What Does It Really Mean To 'Find Yourself'?
I sit at the head of our kitchen table. Beside me is a cup of tea made with milk and two sugars, my trusty pack of coloured Staedtler fine-line pens, and my chunky ring-bound notebook. And I begin to write. Or I try to. As I stare at this question in the centre of my handwritten mind map, I struggle to fight off the cliché imagery battering my mind’s eye. It’s a profound and loaded question- no doubt about it- yet I can’t help but feeling as though wading through the quagmire of its connotations only gets us more bogged down. “What does it really mean to find yourself?” I mumble privately. I realise that to begin, I must know who I am in the first place.
It is extremely pertinent to consider and interrogate how you define yourself. From the shopping list of respectable attributes which fill your CV, to the charities you do (or do not) choose to donate to. The clothes you wear, your home city, hobbies, jobs, friends, dreams, fears- the lot. It all boils down to an understanding of the things that make up who you are right now.
The point being, that it’s a choice. A tick-box exercise whereby you can comfortably, confidently and honestly select what makes you who you are. So arguably, you have found yourself when you have created an unshakeable foundation of habits and beliefs and all-round identity. A sense of whole in the story we tell ourselves every day, but it matters how we frame it. If instead finding yourself means achieving a level of success and fulfilment, whatever that may look like to you, perhaps then we are excavating an entirely different mine. By assuming a current lostness, disconnectedness, a yearning for home, this asks: where am I going wrong?
In my experience, this is nothing to do with being your ‘best self’ 24/7 and everything to do with purpose. Feeling derailed, even though you might have a solid sense of identity, is horrible and can be quite a regular occurrence when who you are and what you want exist at loggerheads. This is when we crave change. It’s in the transformative spaces we learn the most- and often we equate finding ourselves with an adventure; going to university, travelling solo, bouncing back after a break-up. Usually, I think, because by inducing change, we regain a sense of direction. But finding yourself is a lifelong journey- not a destination. One which requires perseverance, courage, and overall an openness to change.

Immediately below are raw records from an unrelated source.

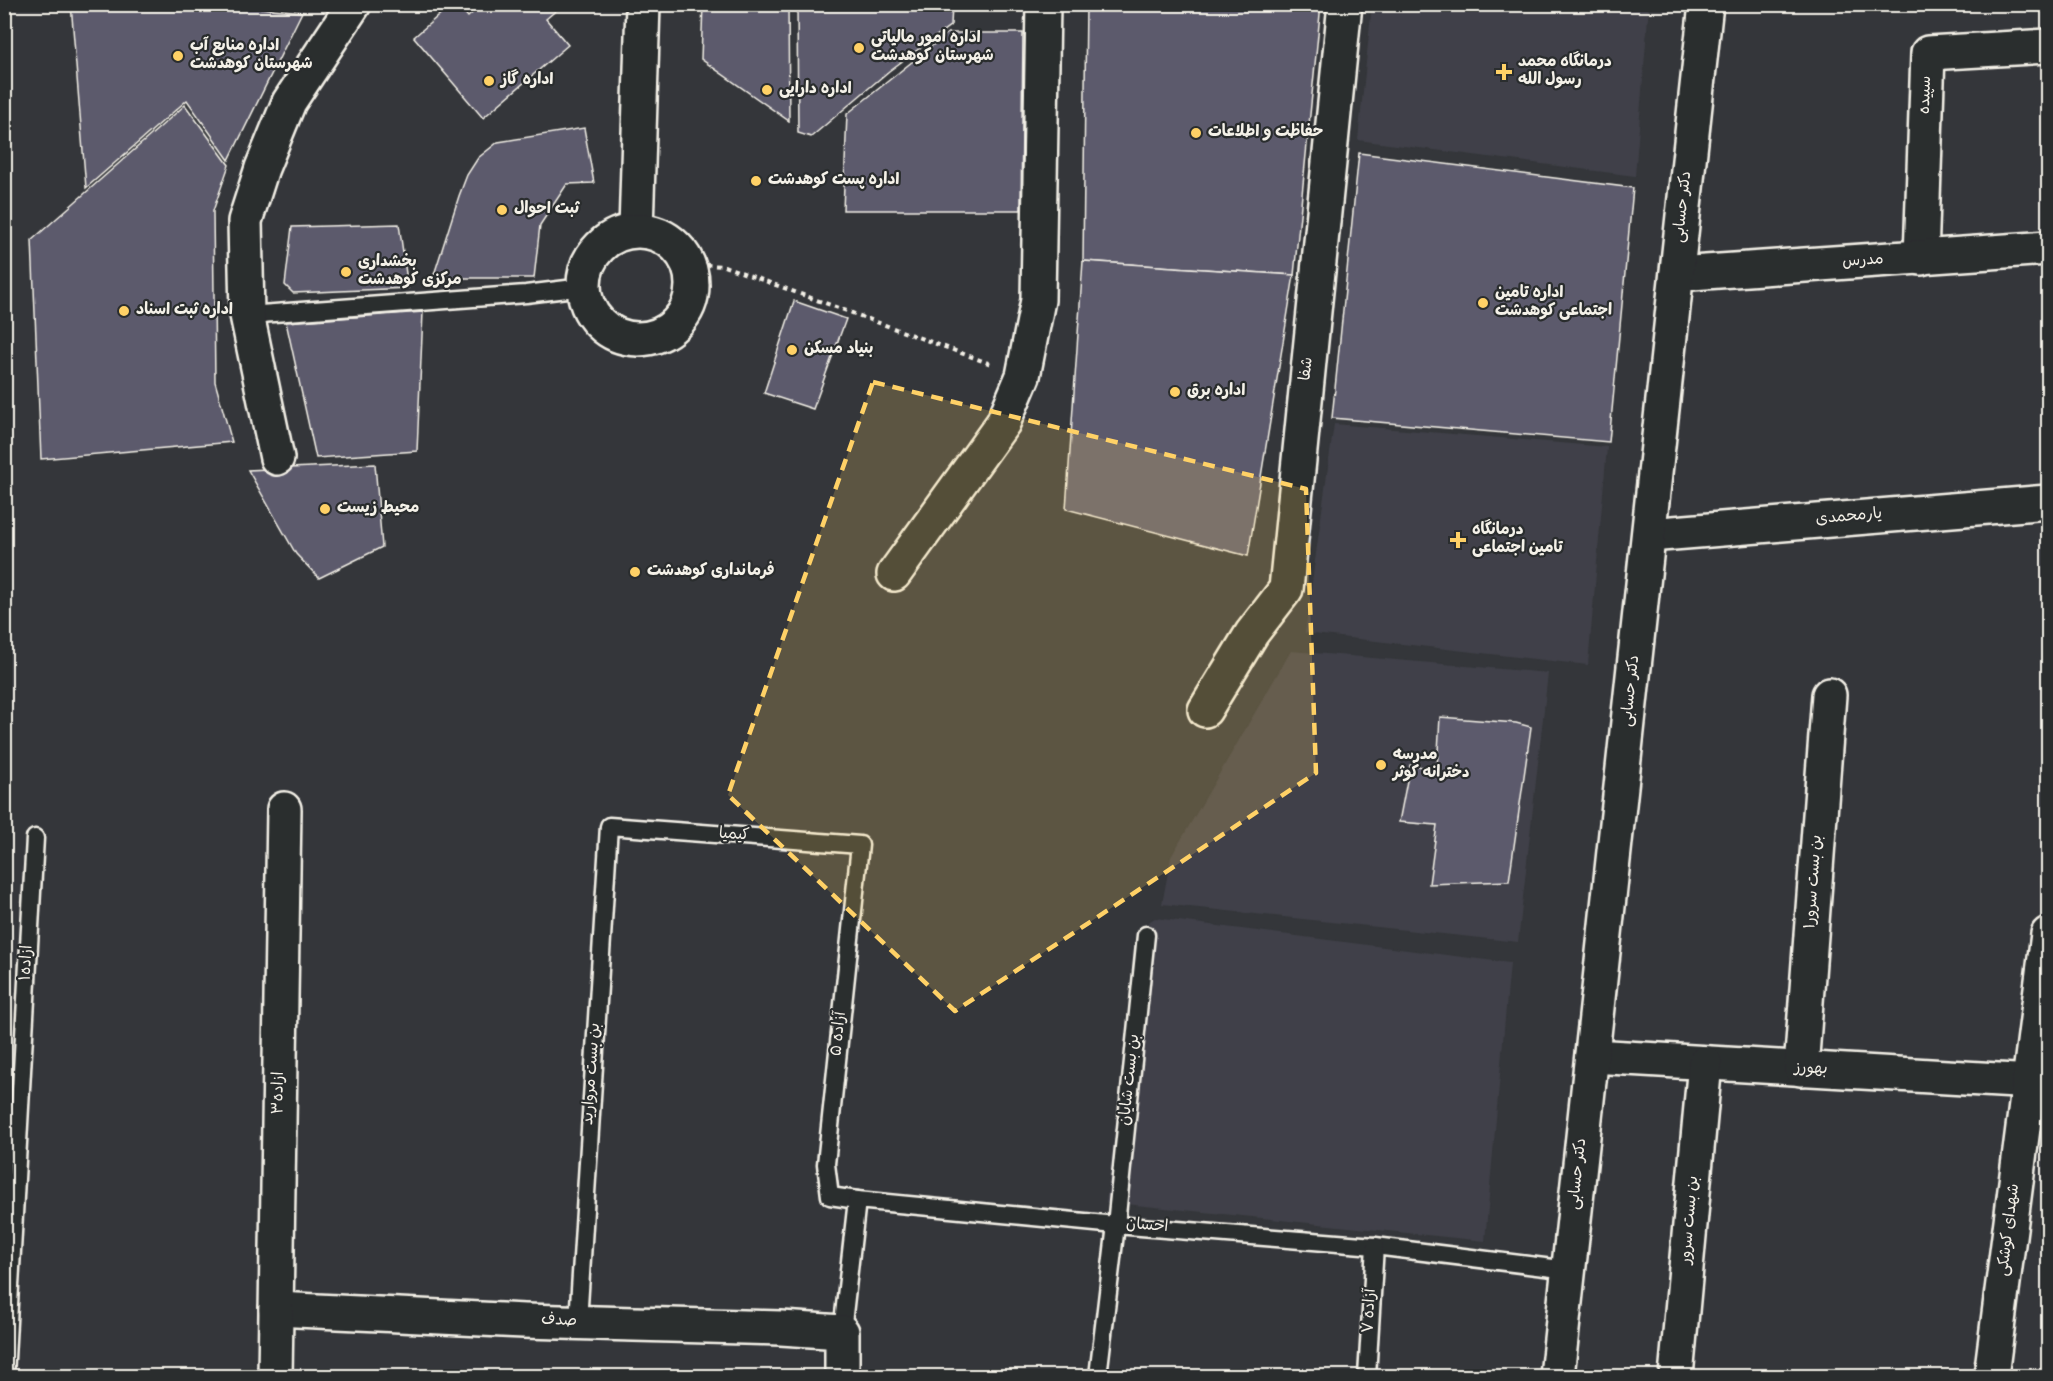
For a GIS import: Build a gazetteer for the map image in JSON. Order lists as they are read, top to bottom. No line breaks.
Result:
{"streets":{"street":["سپیده","دکتر حسابی","مدرس","شفا","یارمحمدی","بن بست سرور۱","بهورز","ازاده۳","بن بست سرور","شهدای کوشکی","صدف"],"lane":["کیمیا","ازاده۱","آزاده ۵","بن بست مروارید","بن بست شایان","احسان","آزاده ۷"]},"crossings":[["سپیده","مدرس"],["دکتر حسابی","مدرس"],["دکتر حسابی","یارمحمدی"],["دکتر حسابی","بهورز"],["دکتر حسابی","احسان"],["کیمیا","آزاده ۵"],["کیمیا","بن بست مروارید"],["بن بست سرور۱","بهورز"],["آزاده ۵","احسان"],["بهورز","بن بست سرور"],["بهورز","شهدای کوشکی"],["بن بست مروارید","صدف"],["بن بست شایان","احسان"],["ازاده۳","صدف"],["احسان","آزاده ۷"]],"places":{"other":["اداره امور مالیاتی شهرستان کوهدشت","اداره منابع آب شهرستان کوهدشت","اداره گاز","اداره دارایی","حفاظت و اطلاعات","اداره پست کوهدشت","ثبت احوال","بخشداری مرکزی کوهدشت","اداره تامین اجتماعی کوهدشت","اداره ثبت اسناد","بنیاد مسکن","اداره برق","محیط زیست","فرمانداری کوهدشت","مدرسه دخترانه کوثر"],"health":["درمانگاه محمد رسول الله","درمانگاه تامین اجتماعی"]}}
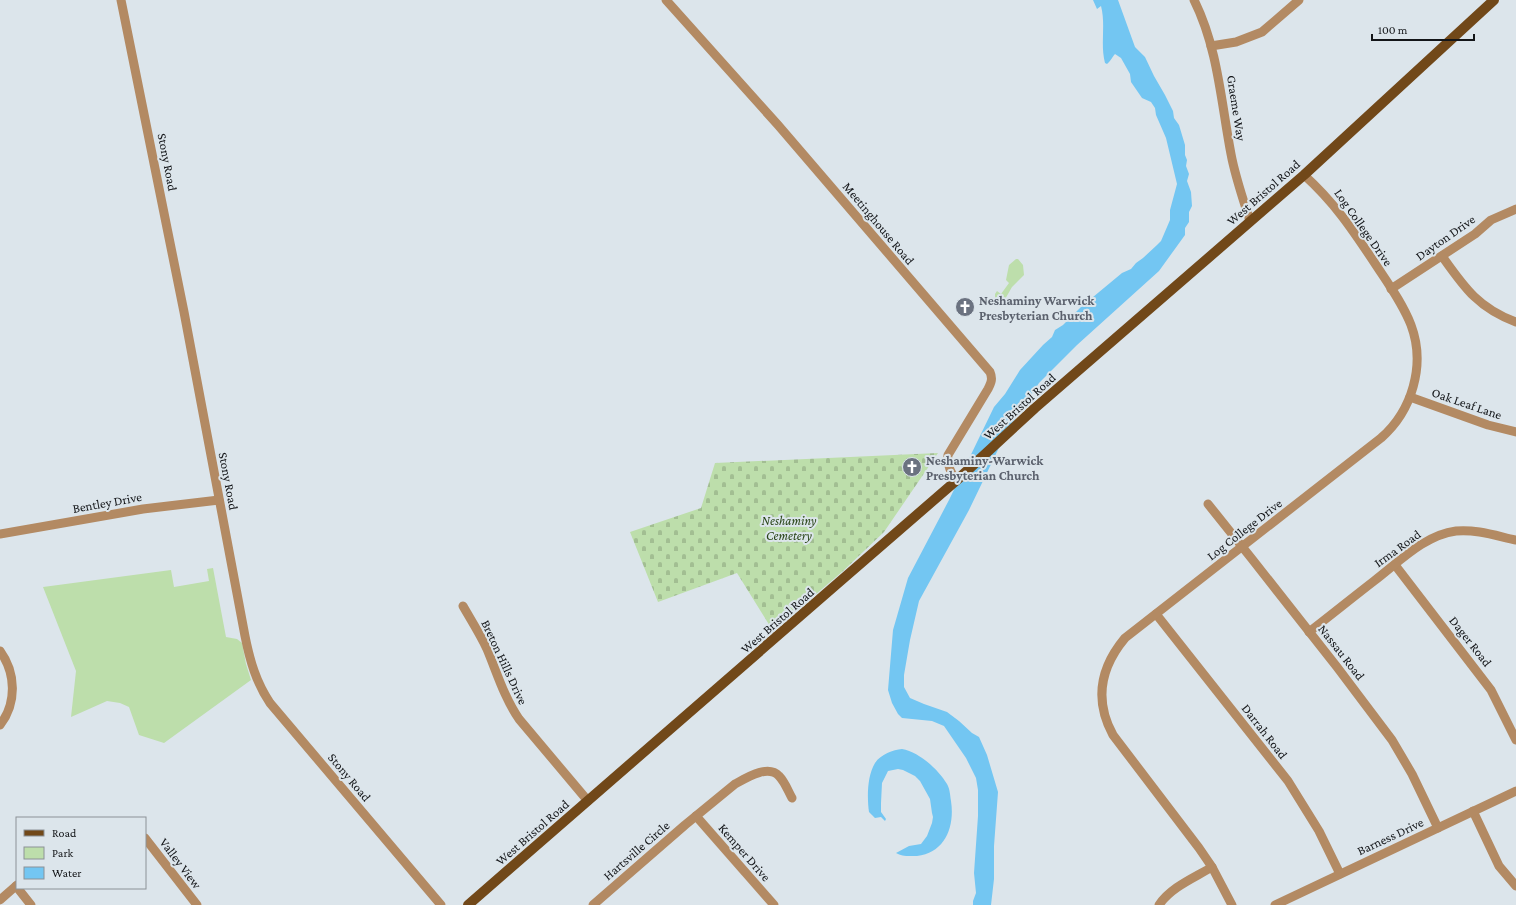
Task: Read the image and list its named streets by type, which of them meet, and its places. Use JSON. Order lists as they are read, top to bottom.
{
  "streets": {
    "main road": ["West Bristol Road"],
    "street": [
      "Graeme Way",
      "Stony Road",
      "Meetinghouse Road",
      "Log College Drive",
      "Dayton Drive",
      "Oak Leaf Lane",
      "Bentley Drive",
      "Irma Road",
      "Dager Road",
      "Nassau Road",
      "Breton Hills Drive",
      "Darrah Road",
      "Barness Drive",
      "Hartsville Circle",
      "Kemper Drive",
      "Valley View"
    ]
  },
  "crossings": [
    ["Graeme Way", "West Bristol Road"],
    ["Stony Road", "Bentley Drive"],
    ["West Bristol Road", "Meetinghouse Road"],
    ["West Bristol Road", "Log College Drive"],
    ["West Bristol Road", "Breton Hills Drive"],
    ["Log College Drive", "Dayton Drive"],
    ["Log College Drive", "Oak Leaf Lane"],
    ["Log College Drive", "Nassau Road"],
    ["Log College Drive", "Darrah Road"],
    ["Irma Road", "Dager Road"],
    ["Irma Road", "Nassau Road"],
    ["Nassau Road", "Barness Drive"],
    ["Darrah Road", "Barness Drive"],
    ["Hartsville Circle", "Kemper Drive"]
  ],
  "parks": ["Neshaminy Cemetery"],
  "places": {
    "church": ["Neshaminy Warwick Presbyterian Church", "Neshaminy-Warwick Presbyterian Church"]
  },
  "legend": ["Road", "Park", "Water"],
  "scale_bar": "100 m"
}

Perhaps put simply- the embrace of new experiences. It is not the daring of this journey in solitude but the people we choose to surround ourselves with. The ability to confidently and comfortably voice our opinions without scrutiny creates the biggest difference in shaping your sense of self. So if you are indeed wondering where you’ve gone wrong, I believe, somewhere, you aren’t being true to yourself.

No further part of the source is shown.